Energia
Avanços na Tecnologia Solar Tornando Soluções Baseadas no Espaço Viáveis

Há bastante tempo, pesquisas extensas sobre maneiras de capturar e utilizar energia solar baseada no espaço estão em andamento. Cientistas e especialistas em tecnologia acreditam que a energia solar baseada no espaço pode ser uma adição eficiente ao conjunto disponível de fontes de energia sustentável.
Funcionalmente, o sistema teria painéis de coleta e aproveitamento de energia em níveis orbitais, que transmitiriam a energia solar de volta para suas contrapartes receptoras posicionadas na Terra. E como envolve o espaço, o planeta Terra e a rota de transmissão entre esses dois pontos, ele precisa ser constituído por soluções tecnológicas sofisticadas.
Promissoramente, os avanços alcançados na tecnologia solar em todo o mundo têm tornado a produção de energia solar baseada no espaço plausível. Mas antes de nos aprofundarmos neles, vamos dar uma rápida olhada no que significam as soluções de energia solar baseada no espaço e quais são suas vantagens.

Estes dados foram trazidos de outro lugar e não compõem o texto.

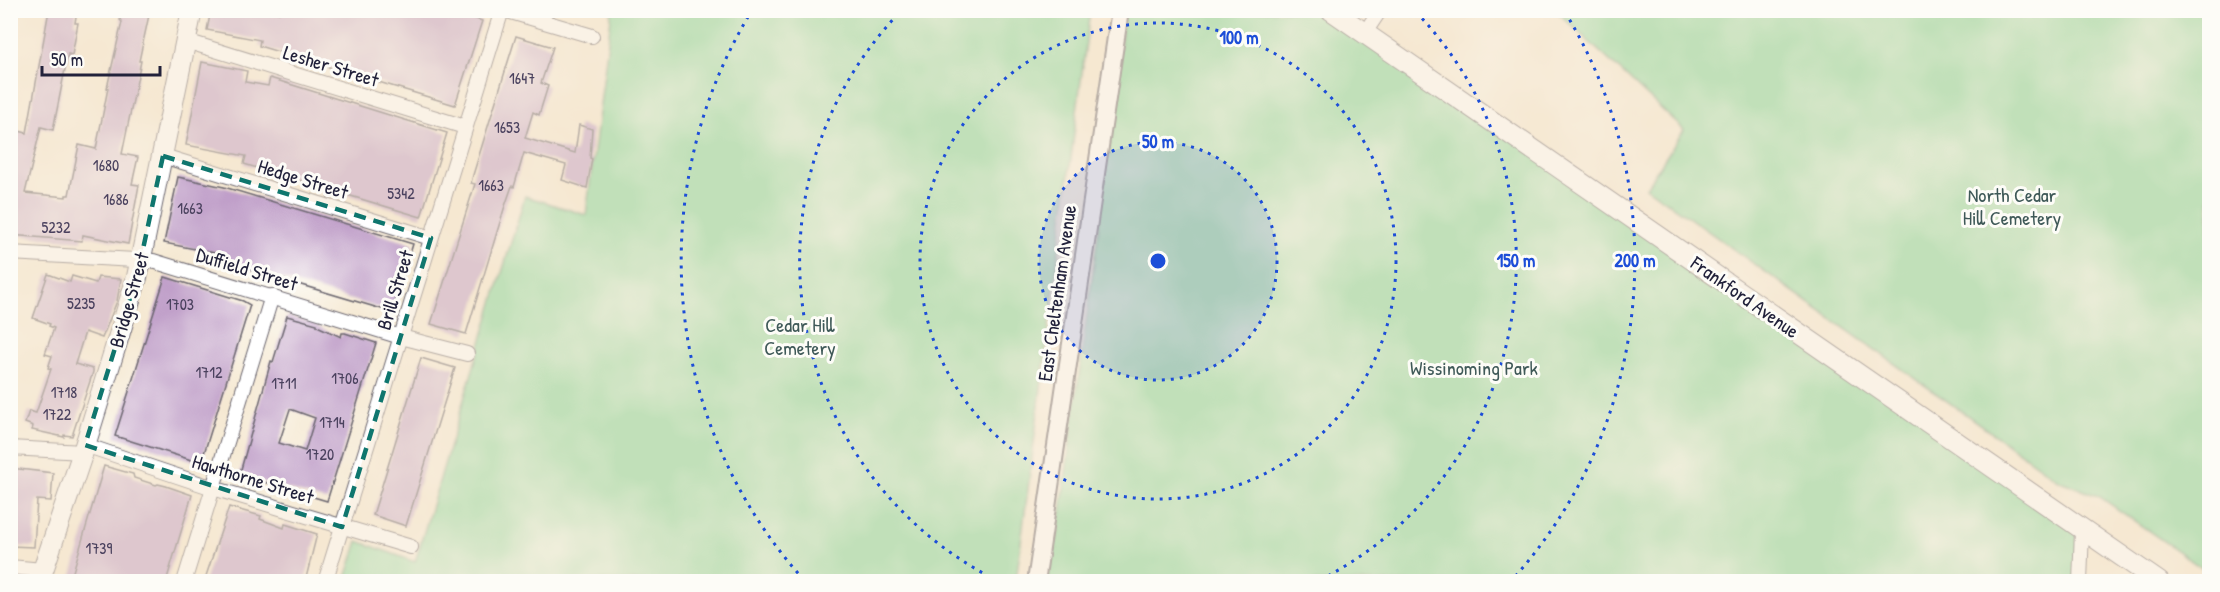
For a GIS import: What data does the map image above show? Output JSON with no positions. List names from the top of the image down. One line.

Energia Solar Baseada no Espaço e Suas Vantagens
De acordo com dados apresentados pelo Departamento de Energia dos Estados Unidos, a cada hora na Terra, recebemos mais energia solar do que podemos usar em um ano. Cerca de 30% dessa energia retorna ao espaço sem ser utilizada pela atmosfera. Essa energia pode ser capturada e usada de forma eficiente se implementarmos mecanismos robustos de energia solar baseada no espaço.
Neste sistema, painéis solares baseados em satélites podem capturar e transmitir mais energia do que os painéis solares instalados na superfície da Terra. Eles apresentam melhor desempenho devido às vantagens de estar no espaço. De acordo com a descrição da DEA, estes:
Satélites equipados com painéis solares e transmissores de energia coletam radiação solar de alta intensidade e ininterrupta.
O fornecimento é ininterrupto porque, no espaço, não há nuvens nem noite.
A tecnologia envolve a implantação de espelhos gigantes que refletem enormes quantidades de raios solares em coletores solares menores, permitindo que sejam transmitidos sem fio para a Terra de forma segura e controlada, seja como feixe de micro-ondas ou laser.
Como esse processo envolve tecnologia sofisticada, atrai soluções inovadoras de todo o mundo. A NASA agora publicou um relatório sobre Energia Solar Baseada no Espaço para equipar-se com as ‘informações necessárias para determinar como pode apoiar o desenvolvimento desta área de pesquisa.’
O relatório tenta avaliar os parâmetros que desempenhariam um papel crucial em tornar a energia solar baseada no espaço uma opção competitiva, cujo objetivo final seria alcançar emissões líquidas zero de gases de efeito estufa.
Alguns gargalos tecnológicos que a NASA identificou para que pesquisadores e tecnólogos ativos nesta área trabalhem são os seguintes:
- Eles precisarão encontrar maneiras de montar e manter grandes sistemas em órbita.
- Será necessária pesquisa para que esses sistemas operem autonomamente e tenham transmissão de energia eficiente para levar a energia colhida à Terra.
- O relatório da NASA também enfatiza que, antes de colocar os sistemas de energia solar baseada no espaço em uso, é importante enfrentar os custos de lançamento e construção. Isso porque enviar todo esse material ao espaço exigiria muitas missões contínuas para transportar a infraestrutura à órbita.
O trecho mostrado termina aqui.